You make an access request and provide evidence of your disability, usually from your treating professionals. Once the NDIS has what it needs, it says it will tell you whether you are eligible within 21 days. A tip from families who have been through it: gather your reports before you start, and ask each professional to spell out how the disability affects everyday life, not just the diagnosis. If the answer is no, you can ask why and request a review. The NDIS guide to getting started walks the whole path step by step.

Once you have a plan: how you run it

A plan is not the finish line, it is the starting line, and the next real decision is how you manage it: self-managed, plan-managed, or agency-managed. Plenty of families choose to direct their own support, picking their own workers and running the plan themselves, because it gives them the most control. If that sounds like you, our sister site Self-Managed Guide goes deep on exactly that, and Sparks Flow, the app we build, gives families one calm place to roster their team, keep notes and track the plan budget.

Wherever you are in this, be kind to yourself. Nobody gets the NDIS on the first read, and you do not have to. Start with the one next step in front of you, and come back for the rest when you need it.

Questions

Frequently asked questions

What is the NDIS in simple terms?
The National Disability Insurance Scheme is a way the Australian Government funds supports for people with a permanent and significant disability. It gives eligible people money in an individual plan, which they use to buy the supports they need from providers they choose.
Who is eligible for the NDIS?
Broadly, you must be under 65 when you apply, live in Australia as a citizen or on an eligible visa, and have a permanent impairment that significantly affects your everyday life and is likely to need support for your lifetime. The NDIS website has the full requirements.
How does an NDIS plan work?
If you are found eligible, you get an individual plan built around your goals. It describes the supports you need and includes funding to pay for them.
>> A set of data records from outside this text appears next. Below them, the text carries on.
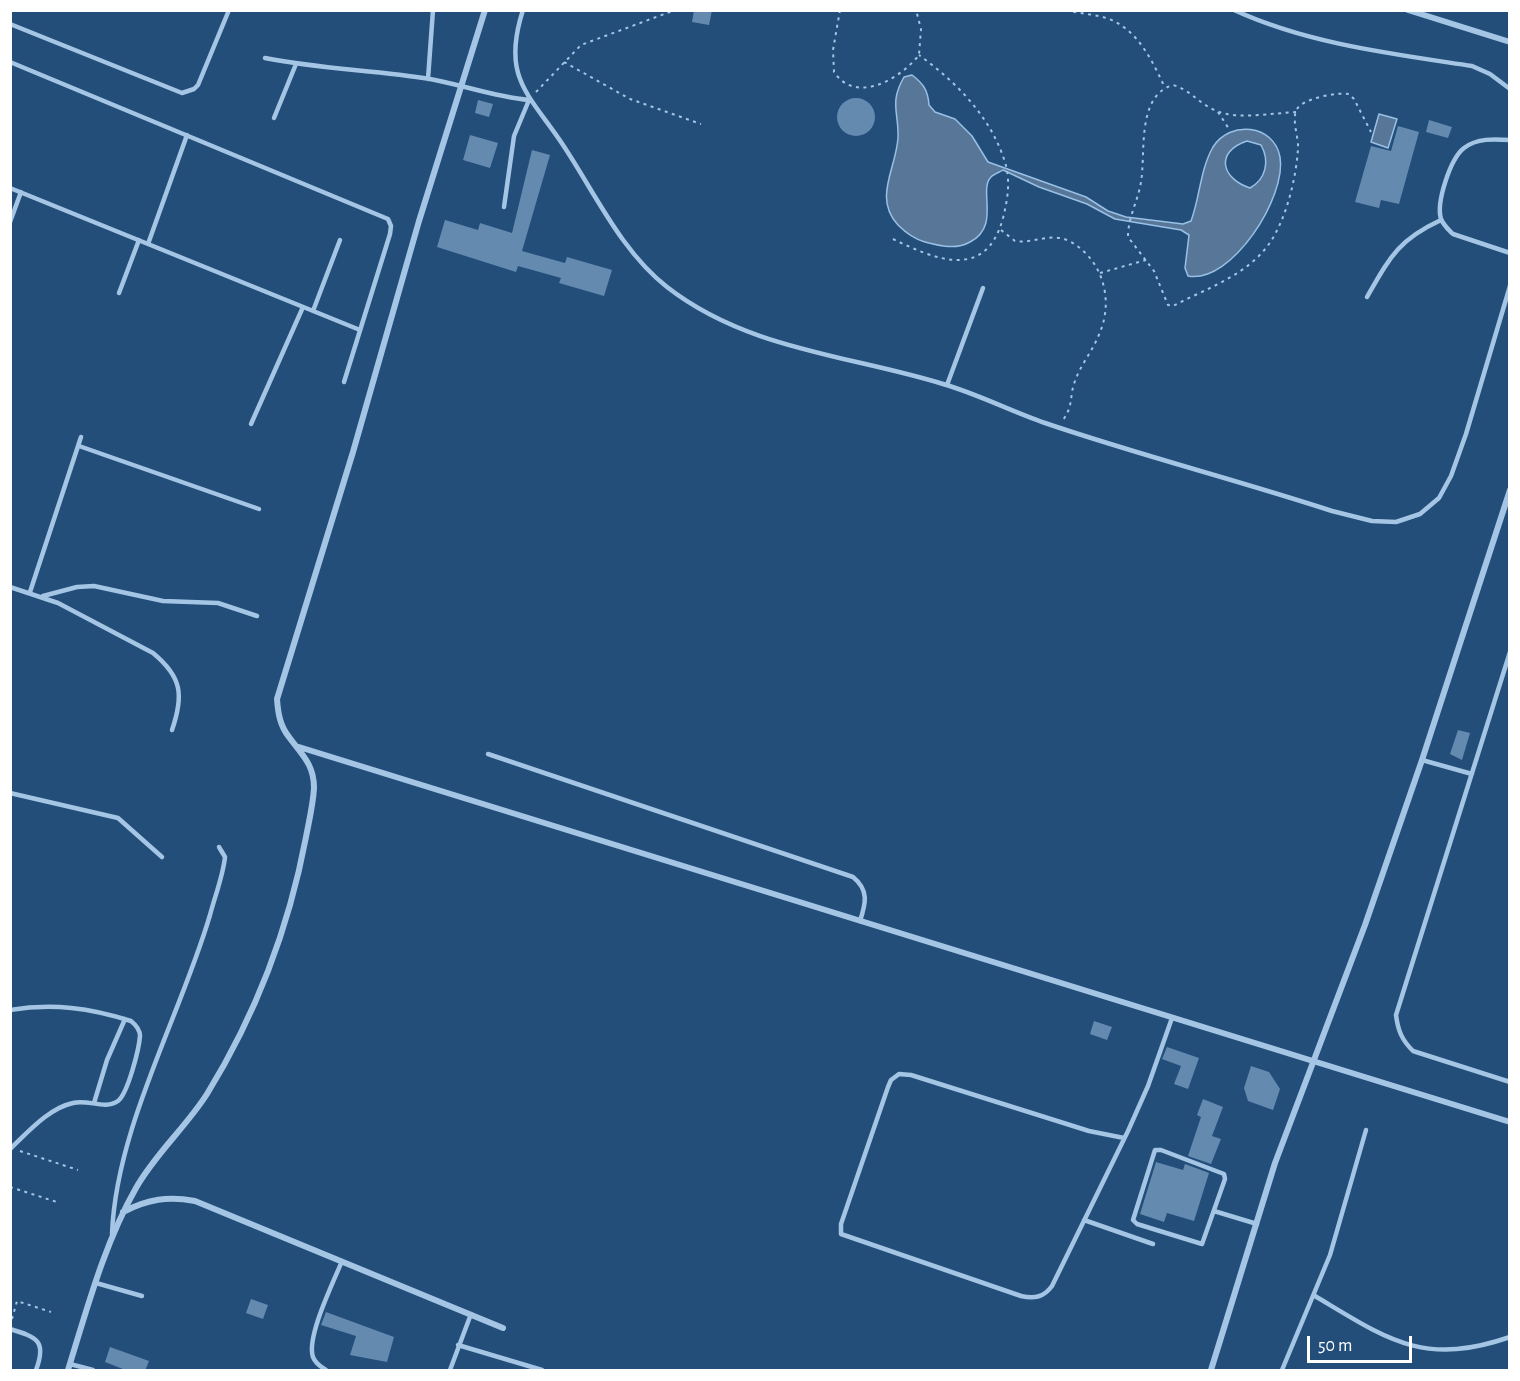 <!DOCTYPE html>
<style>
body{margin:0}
#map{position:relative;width:1520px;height:1381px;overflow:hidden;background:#234e7a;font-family:"Alegreya Sans",sans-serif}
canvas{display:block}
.frame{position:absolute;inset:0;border:12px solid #fff;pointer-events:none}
.scale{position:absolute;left:1307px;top:1336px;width:105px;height:27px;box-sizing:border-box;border:3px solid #fff;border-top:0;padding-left:8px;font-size:18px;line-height:21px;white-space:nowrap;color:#fff;-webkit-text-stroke:4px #234e7a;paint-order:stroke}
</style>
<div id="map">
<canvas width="1520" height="1381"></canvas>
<div class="frame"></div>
<div class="scale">50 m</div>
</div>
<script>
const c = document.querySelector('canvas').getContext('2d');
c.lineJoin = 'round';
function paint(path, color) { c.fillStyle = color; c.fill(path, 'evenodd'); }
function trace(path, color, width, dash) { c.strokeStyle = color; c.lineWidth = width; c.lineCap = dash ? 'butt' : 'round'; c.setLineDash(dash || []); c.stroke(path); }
const water = new Path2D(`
 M 912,75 C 924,84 928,91 929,105 L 935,112 L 955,119 L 972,136 L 988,162 L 1086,197 L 1108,211 L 1126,217 L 1183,224 L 1191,221 C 1200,197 1200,170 1213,147 C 1230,120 1274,124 1280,157 C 1287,196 1232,284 1188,276 L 1185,268 L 1189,235 L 1181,230 L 1115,219 L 1087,204 L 1039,187 L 1003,170 C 1000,172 994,174 991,177 C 978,190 1001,226 970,242 C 956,250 940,246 925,242 C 914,239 906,233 898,225 C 873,198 896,169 898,138 C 899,112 889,103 904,77 ZM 1247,141 L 1261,145 C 1270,161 1266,179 1250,188 C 1222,179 1214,152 1247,141 Z
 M 1379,114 L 1397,119 L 1388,148 L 1371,142 Z`);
paint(water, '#587798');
trace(water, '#99c1e5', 1.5);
paint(new Path2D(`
 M 694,10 L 712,10 L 709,25 L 692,22 Z
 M837 117a19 19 0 1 1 38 0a19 19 0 1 1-38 0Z
 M 478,100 L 493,104 L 489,117 L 475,113 Z
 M 1429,120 L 1452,127 L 1448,138 L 1426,132 Z
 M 1398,126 L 1419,132 L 1399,204 L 1381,200 L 1379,208 L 1355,202 L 1371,146 L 1391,151 Z
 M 470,135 L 498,143 L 490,168 L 463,160 Z
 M 532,150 L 550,155 L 522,251 L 565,263 L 567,257 L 612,270 L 604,296 L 559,283 L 561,278 L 518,266 L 516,272 L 437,247 L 445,220 L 478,230 L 480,223 L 512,233 Z
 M 1458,730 L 1470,733 L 1462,760 L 1450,754 Z
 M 1094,1021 L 1112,1027 L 1107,1040 L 1090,1034 Z
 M 1167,1047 L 1199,1058 L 1188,1089 L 1174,1084 L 1181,1066 L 1162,1059 Z
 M 1251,1066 L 1269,1072 L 1280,1089 L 1273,1110 L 1248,1101 L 1244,1088 Z
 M 1203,1099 L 1223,1107 L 1212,1136 L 1221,1139 L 1211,1164 L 1188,1156 L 1201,1117 L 1197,1115 Z
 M 1156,1162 L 1183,1170 L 1185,1164 L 1209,1173 L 1194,1221 L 1167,1213 L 1164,1222 L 1140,1214 Z
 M 251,1299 L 268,1305 L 263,1319 L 246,1313 Z
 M 326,1312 L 394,1337 L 387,1362 L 350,1355 L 356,1336 L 321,1325 Z
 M 110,1347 L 149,1361 L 145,1371 L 128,1371 L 105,1362 Z`), '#648ab0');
trace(new Path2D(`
 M 840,10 L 833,50 L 834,72 C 856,105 900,79 919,55 L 921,29 L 916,10
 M 1066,10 C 1080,14 1096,14 1109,19 C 1138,30 1153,62 1165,88
 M 564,62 L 630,99 L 701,124
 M 536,92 L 581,45 L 675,10
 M 1218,112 L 1229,129
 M 1296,112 C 1274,113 1236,120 1217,111 C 1200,105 1191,90 1173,85 C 1136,96 1146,153 1141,182 C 1138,201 1128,217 1128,237 L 1154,271 L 1168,305 L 1173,306 C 1207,288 1249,275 1271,241 C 1287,216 1296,178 1298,149 C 1299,138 1291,119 1297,109 C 1304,98 1337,92 1349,94 L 1354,99 L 1371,132
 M 1001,230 L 1015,241 C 1033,244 1051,232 1069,241 C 1102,258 1114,299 1100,332 C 1094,349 1081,364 1075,381 C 1069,396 1074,405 1063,420
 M 893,239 C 936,260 986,281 1003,218 C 1008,198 1011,179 1004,159 C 989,115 956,82 919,55
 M 1100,273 L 1146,260
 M 10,959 L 12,954
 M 20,1151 L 78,1170
 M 10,1187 L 60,1203
 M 12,1319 L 17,1301 L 51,1312`), '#a5c5e4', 2, [3, 4.5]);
trace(new Path2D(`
 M 523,10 C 501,78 529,94 563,145 C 595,193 621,251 667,287 C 748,350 849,355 943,384 C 978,394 1010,411 1045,423 C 1139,455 1237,480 1332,511 L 1372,521 L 1396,522 L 1420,514 L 1439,498 L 1451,476 L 1466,434 L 1510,286
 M 1234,10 C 1308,44 1393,54 1472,66 L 1490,74 L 1510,89
 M 10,24 L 182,93 L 194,89 L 198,85 L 229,10
 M 265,58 C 319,69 375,70 430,79 C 463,85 495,97 529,100 L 514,136 L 504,207
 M 10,62 L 388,219 L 391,226 L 390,234 L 344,382
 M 428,79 L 433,10
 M 274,118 L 296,64
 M 1510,140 C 1494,139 1477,138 1464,148 C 1450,159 1436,203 1441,219 C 1444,226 1448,229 1453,234 L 1510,253
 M 10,188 L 360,330
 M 10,222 L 21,192
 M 148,244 L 187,135
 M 119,293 L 139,240
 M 1367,297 C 1390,257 1398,240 1441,220
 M 313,311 L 340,240
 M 947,385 L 983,288
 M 251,424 L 303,307
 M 79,446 L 259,509
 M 10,587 L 58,603 L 153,653 C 182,677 184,695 172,730
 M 30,592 L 81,437
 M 43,596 L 77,587 L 94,586 L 163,601 L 218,603 L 257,616
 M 1510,652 L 1396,1015 C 1398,1031 1402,1040 1413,1051 L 1510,1082
 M 488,754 L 853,877 C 869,890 866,903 860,921
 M 1422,760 L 1472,774
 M 10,793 L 118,818 L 162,857
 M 10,1010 C 53,1003 90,1008 131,1021 C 136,1025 140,1029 140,1036 C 139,1049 128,1093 118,1101 C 105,1110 88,1099 73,1103 C 49,1108 28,1132 10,1149
 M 94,1103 L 107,1060 L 125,1019
 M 1124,1138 L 1089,1131 L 911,1075 L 899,1074 L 891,1080 L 888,1087 L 841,1224 L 841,1234 L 1021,1296 C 1035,1299 1044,1297 1052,1286 L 1128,1131 L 1148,1086 L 1172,1018
 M 1155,1150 L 1161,1150 L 1224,1174 L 1225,1179 L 1202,1244 L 1137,1224 L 1133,1220 Z
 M 1214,1211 L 1257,1224
 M 1084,1220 L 1153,1244
 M 112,1234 C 116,1128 180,1017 210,915 C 215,896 223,876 225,857 L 219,847
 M 96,1283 L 142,1296
 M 1315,1296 C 1387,1339 1423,1367 1510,1337
 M 10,1329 C 37,1337 47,1341 36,1370
 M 458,1345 L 542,1370
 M 70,1364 L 93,1370
 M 326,1370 C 321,1367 315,1363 313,1357 C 306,1337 334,1281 342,1261
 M 450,1370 L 471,1314
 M 1282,1370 L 1330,1255 L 1366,1130`), '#a5c5e4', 4.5);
trace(new Path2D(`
 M 1408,10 L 1510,42
 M 299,747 L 1510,1122
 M 123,1212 C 148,1199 168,1196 195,1201 L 503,1328
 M 68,1370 C 87,1309 104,1244 136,1188 C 155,1154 186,1127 207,1094 C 255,1016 289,927 306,837 C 309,821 313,805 314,788 C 314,764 302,755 289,737 C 280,726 278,713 277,699 L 353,452 L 419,221 L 485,10
 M 1211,1370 L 1275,1163 L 1365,925 L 1422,760 L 1510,490`), '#a5c5e4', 6);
</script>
You then choose your providers and use the funding to pay them.
How long does it take to find out if you are eligible?
The NDIS says it will let you know whether you are eligible within 21 days of receiving your access request and the information it needs.

This is general information only, not financial, legal or NDIS advice. Eligibility, funding and rules depend on your own circumstances and can change. The NDIS (ndis.gov.au) is the authoritative source, so check there or with the NDIS before making decisions.